Why the change? One factor is that the city’s environmental review guidelines are different than they were eight years ago. The guidelines now anticipate that car trips to the commercial uses at the site will increase at a slower pace than previously assumed, which accounts in large part for the drop from 3,670 spaces to 2,896.
To arrive at the option with 1,200 spaces, the report looks west, to recent parking reforms in Downtown Brooklyn. Despite the area’s rock-bottom car ownership rates, developers there were required to overbuild off-street parking. Facing a glut, the city halved residential parking requirements in 2012.
So instead of blindly using the city’s decades-old outer-borough parking requirements, the document offers a “reduced parking alternative” that applies the Downtown Brooklyn parking ratios to the Atlantic Yards project.
“The project site exhibits many of the characteristics of Downtown Brooklyn,” the report notes, including “some of the best transit access in the city.”
The new parking numbers for Atlantic Yards underscore the potential ripple effect of large-scale parking reform. Without the reforms in Downtown Brooklyn, it would be more difficult for the report to justify a reduced parking option.
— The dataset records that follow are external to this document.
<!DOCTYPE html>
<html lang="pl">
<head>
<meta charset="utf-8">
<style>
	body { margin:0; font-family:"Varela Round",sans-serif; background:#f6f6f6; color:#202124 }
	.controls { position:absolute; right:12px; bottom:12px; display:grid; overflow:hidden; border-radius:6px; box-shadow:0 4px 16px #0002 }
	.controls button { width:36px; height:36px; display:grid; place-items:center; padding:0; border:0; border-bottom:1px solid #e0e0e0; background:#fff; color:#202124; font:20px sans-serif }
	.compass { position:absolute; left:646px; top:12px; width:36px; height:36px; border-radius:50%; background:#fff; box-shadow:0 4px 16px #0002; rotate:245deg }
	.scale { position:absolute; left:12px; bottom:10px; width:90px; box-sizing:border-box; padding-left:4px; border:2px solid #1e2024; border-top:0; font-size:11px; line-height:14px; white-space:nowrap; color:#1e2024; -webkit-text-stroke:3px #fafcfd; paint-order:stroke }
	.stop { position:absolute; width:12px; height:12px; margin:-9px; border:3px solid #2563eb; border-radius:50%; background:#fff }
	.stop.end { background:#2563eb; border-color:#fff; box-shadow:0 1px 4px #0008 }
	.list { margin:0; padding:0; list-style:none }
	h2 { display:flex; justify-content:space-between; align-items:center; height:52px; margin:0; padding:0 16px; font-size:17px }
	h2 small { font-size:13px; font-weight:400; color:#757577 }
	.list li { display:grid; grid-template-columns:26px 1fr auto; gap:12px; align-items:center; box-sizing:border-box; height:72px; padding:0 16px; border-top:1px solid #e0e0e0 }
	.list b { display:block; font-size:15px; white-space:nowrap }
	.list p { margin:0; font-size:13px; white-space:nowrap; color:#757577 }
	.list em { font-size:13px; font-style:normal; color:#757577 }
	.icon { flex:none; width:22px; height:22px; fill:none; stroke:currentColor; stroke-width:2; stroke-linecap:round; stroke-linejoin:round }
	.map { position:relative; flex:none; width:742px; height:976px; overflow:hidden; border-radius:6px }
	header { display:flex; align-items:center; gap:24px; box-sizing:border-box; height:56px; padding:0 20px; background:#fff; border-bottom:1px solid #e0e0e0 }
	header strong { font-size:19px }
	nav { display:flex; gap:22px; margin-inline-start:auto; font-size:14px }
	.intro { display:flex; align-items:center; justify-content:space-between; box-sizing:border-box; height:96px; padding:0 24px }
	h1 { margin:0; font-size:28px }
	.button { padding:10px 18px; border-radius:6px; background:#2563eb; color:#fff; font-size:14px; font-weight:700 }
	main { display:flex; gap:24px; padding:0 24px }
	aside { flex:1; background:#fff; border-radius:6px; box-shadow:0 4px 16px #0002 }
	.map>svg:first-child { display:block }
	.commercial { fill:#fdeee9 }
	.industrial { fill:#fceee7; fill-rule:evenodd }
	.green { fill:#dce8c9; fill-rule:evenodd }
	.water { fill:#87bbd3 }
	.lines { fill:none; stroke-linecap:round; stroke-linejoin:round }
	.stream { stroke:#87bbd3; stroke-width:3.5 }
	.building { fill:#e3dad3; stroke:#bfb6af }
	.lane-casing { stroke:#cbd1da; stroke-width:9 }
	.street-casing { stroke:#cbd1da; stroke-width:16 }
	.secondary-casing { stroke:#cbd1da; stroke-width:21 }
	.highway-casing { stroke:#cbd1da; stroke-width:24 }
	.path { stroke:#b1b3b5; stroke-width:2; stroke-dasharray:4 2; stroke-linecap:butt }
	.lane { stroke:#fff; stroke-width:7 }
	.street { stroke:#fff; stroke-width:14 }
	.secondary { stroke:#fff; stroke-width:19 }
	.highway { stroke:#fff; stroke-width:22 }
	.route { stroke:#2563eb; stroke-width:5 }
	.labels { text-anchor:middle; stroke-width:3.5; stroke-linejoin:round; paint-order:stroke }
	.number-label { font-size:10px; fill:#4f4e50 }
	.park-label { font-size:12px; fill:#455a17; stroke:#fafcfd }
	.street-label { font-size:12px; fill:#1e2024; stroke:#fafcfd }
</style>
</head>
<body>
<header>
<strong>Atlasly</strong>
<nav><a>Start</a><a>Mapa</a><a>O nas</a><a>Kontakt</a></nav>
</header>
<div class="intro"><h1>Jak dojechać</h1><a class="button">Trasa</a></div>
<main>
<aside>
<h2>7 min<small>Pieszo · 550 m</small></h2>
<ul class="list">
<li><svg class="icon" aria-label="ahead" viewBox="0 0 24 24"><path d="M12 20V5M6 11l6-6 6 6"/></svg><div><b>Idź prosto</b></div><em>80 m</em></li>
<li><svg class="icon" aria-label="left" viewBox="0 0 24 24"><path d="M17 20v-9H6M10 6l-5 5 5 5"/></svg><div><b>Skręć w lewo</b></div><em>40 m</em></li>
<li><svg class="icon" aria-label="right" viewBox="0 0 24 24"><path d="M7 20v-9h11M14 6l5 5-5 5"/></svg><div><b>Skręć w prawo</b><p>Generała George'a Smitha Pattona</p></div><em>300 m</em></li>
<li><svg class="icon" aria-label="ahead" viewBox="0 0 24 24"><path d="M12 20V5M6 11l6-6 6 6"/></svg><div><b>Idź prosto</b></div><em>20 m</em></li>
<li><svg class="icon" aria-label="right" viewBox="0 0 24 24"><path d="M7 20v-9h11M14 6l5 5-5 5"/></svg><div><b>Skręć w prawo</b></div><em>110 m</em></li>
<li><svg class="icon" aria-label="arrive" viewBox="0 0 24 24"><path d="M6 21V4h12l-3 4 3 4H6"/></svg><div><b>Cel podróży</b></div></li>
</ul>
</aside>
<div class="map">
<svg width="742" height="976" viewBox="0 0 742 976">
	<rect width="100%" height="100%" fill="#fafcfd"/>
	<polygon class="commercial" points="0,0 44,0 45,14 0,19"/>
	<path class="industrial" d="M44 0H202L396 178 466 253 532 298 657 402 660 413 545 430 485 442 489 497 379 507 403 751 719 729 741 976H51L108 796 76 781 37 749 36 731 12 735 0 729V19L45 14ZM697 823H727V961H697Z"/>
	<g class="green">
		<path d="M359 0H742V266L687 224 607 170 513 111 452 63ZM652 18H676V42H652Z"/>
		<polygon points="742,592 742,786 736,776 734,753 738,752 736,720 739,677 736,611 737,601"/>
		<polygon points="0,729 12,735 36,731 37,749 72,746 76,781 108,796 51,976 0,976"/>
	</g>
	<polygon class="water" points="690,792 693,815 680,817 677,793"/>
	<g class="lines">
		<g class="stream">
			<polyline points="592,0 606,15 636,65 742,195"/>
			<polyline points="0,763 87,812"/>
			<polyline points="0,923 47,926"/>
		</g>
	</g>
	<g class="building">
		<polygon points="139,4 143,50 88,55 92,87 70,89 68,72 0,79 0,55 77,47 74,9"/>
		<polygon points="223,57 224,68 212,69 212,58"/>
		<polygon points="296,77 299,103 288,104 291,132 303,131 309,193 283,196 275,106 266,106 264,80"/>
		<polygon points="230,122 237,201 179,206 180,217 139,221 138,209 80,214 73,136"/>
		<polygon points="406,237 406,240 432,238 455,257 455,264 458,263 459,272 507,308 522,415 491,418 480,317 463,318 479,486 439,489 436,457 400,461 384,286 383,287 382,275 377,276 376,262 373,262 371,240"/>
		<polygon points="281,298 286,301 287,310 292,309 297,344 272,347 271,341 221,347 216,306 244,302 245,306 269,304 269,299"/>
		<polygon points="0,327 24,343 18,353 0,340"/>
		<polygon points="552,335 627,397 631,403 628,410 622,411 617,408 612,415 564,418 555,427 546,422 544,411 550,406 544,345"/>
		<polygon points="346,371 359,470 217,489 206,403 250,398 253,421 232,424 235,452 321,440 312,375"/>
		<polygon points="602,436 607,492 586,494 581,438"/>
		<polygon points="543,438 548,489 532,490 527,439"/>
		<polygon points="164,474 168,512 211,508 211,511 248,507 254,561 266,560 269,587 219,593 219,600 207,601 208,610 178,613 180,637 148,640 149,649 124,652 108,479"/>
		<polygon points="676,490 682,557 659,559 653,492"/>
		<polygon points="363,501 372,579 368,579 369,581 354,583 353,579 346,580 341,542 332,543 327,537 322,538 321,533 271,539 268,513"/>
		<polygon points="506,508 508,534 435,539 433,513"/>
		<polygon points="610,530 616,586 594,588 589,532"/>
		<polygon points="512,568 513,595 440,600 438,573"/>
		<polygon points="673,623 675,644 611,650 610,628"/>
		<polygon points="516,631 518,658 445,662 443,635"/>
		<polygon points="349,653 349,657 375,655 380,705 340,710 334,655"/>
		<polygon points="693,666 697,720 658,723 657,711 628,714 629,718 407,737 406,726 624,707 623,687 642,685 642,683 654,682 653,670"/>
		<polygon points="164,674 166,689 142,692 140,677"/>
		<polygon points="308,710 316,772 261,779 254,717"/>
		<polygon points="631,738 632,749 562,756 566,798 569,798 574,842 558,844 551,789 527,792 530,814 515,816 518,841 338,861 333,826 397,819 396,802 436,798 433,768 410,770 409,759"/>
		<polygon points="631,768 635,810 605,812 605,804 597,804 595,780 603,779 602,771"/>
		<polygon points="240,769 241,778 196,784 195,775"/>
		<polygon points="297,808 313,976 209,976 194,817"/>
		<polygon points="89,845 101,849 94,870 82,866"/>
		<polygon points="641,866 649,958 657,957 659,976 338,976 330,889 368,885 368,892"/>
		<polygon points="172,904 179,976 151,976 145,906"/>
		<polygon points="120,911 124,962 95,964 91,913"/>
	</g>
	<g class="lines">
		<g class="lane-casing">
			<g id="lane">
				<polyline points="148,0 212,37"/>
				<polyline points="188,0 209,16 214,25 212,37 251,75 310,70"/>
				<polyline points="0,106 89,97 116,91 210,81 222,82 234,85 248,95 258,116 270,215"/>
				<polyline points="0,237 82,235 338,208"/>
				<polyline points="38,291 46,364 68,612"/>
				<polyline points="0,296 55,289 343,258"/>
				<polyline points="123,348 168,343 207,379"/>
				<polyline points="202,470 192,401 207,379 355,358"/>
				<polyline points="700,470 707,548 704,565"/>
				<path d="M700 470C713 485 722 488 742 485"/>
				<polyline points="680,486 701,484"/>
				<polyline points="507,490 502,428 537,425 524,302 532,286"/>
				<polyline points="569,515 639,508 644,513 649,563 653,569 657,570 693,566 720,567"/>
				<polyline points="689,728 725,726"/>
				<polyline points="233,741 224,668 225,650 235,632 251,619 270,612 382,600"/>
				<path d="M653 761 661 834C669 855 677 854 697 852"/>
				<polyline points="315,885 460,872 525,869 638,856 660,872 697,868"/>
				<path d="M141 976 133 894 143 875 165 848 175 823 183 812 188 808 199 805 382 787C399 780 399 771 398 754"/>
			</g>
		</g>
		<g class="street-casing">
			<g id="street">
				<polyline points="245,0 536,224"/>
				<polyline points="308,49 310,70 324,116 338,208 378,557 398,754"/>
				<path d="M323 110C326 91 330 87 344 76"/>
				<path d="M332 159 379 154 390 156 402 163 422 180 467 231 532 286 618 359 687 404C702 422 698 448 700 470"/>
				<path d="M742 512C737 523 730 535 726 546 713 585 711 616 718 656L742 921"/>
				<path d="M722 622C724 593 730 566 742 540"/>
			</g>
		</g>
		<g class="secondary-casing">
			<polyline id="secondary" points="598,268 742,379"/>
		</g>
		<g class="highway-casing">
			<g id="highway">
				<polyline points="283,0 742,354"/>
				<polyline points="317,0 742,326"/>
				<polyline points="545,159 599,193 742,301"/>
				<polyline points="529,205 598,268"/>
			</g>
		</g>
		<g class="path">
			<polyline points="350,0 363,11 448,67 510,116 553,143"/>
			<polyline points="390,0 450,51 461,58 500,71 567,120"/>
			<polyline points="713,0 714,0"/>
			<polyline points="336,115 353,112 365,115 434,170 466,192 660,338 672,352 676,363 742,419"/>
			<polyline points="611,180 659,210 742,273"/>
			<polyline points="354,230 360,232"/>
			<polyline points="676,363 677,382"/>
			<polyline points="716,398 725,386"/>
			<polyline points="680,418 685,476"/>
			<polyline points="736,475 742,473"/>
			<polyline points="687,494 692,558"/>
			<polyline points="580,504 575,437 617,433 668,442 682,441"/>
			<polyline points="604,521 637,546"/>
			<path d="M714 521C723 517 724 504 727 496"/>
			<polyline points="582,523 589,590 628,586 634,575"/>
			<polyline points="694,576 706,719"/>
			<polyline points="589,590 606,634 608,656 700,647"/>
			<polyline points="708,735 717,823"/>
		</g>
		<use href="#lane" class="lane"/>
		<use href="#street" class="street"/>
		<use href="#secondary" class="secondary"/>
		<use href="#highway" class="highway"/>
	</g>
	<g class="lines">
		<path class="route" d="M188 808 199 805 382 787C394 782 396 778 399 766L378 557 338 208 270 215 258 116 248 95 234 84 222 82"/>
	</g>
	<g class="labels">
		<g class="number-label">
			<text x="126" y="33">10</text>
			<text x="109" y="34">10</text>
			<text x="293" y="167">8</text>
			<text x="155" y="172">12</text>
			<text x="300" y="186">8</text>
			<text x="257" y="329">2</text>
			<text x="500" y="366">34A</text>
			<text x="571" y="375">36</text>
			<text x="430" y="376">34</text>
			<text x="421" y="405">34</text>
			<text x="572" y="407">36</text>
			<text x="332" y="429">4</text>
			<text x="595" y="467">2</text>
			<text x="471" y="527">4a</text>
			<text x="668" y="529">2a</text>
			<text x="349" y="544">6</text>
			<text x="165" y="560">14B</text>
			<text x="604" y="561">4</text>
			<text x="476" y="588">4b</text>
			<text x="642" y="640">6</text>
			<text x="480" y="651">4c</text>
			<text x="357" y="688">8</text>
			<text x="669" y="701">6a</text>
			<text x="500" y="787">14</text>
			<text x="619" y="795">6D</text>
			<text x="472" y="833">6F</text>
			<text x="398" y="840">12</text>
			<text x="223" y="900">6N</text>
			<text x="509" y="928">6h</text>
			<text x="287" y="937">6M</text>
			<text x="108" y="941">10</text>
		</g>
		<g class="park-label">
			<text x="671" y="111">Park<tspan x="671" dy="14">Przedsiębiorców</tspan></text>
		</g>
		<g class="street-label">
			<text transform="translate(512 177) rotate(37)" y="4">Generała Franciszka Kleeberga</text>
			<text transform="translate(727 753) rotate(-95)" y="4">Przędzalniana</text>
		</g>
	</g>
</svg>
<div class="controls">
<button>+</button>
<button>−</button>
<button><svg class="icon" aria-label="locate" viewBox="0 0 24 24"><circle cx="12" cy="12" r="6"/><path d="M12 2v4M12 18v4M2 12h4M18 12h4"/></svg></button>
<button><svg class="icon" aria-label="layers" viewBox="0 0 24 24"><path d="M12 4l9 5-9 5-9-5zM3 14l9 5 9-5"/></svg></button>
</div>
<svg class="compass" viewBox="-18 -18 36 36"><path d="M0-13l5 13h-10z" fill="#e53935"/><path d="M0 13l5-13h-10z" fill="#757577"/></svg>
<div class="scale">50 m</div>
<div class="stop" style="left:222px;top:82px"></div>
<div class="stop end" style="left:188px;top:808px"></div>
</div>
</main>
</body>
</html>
And while the Downtown Brooklyn reforms could have gone much further and eliminated parking minimums, you can see the difference even these meager reforms can make when applied to the status quo — it adds up to thousands of parking spaces in the case of Atlantic Yards. Without reform for “inner ring” neighborhoods like the area where Atlantic Yards sits, developers will continue to build excessive amounts of parking, driving up housing costs and generating traffic that clogs streets.
Under the reduced parking option, there would be 876 spaces for residential, commercial, retail, hotel and school uses on the site, 24 spaces for NYPD’s 78th Precinct, and 300 spaces to serve the Barclays Center. Using the methodology of the city’s environmental review law, which requires parking to be identified for all car trips that a development is pseudo-scientifically projected to generate, the report notes that this amount of on-site parking plus the existing capacity in nearby public garages could handle all anticipated driving trips to Atlantic Yards.
Although off-street garages can handle the car traffic on game days, Atlantic Yards Report notes that the lure of free on-street parking in nearby neighborhoods is irresistible: A quarter of Nets attendees drive to the game, with slightly more than half of that group choosing to park on the street. DOT rejected residential parking permits near the Barclays Center in 2012, and the latest environmental review does not consider the idea.
Empire State Development is hosting a public hearing on the new environmental study on Wednesday, April 30, from 5:30 p.m. to 9:00 p.m. at Long Island University, 75 DeKalb Avenue, Room HS107, in Brooklyn.